Jun 8 2010
ProLogis (NYSE: PLD), a leading global provider of distribution facilities, announced today it has signed two build-to-suit agreements, totaling approximately 522,000 square feet (48,500 square meters). These transactions will be second-quarter development starts and represent approximately $60 million of total expected investment.
Including previously announced development transactions, these transactions bring ProLogis' year-to-date 2010 global development starts to approximately $437 million of total expected investment with approximately $133 million of ProLogis land. Combined with year-to-date third-party sales of approximately $47 million, ProLogis has monetized $180 million of land. The company has established goals of $700 to $800 million of global development starts and $350 to $400 million of land monetization during 2010.

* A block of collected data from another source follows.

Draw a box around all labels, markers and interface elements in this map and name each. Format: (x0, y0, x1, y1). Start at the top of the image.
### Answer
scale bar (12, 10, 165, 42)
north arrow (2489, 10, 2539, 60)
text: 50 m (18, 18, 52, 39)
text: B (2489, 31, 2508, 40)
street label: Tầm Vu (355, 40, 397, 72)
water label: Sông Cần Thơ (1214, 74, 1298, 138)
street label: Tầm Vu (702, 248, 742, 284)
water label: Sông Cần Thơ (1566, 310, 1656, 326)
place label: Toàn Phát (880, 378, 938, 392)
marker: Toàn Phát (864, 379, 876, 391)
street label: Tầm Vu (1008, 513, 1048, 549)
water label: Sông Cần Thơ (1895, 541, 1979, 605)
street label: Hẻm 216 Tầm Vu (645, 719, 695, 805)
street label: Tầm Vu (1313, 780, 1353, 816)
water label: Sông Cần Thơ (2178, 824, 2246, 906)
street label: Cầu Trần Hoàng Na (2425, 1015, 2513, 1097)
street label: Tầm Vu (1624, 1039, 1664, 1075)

The build-to-suit projects include agreements in:
- Moissy-Cramayel, France, where the company will construct a 342,000-square-foot (31,800-square-meter) distribution facility for a major third-party logistics company on ProLogis-owned land at ProLogis Park Chanteloup, located approximately 18 miles (30 kilometers) south of Paris near the A5, A4 and A6 motorways.
- Northern Japan, where ProLogis will construct a 180,000-square-foot (16,700-square-meter) distribution facility for one of Japan's leading retailers on ProLogis-owned land. After completion, the development will be sold to the customer at a pre-committed value.
ProLogis has a proven track record for best-in-class industrial development and the ability to meet its customers' specific industrial development needs throughout North America, Europe and Asia. As of December 31, 2009, the company has developed more than 300 million square feet (27 million square meters) of ProLogis-owned and managed facilities.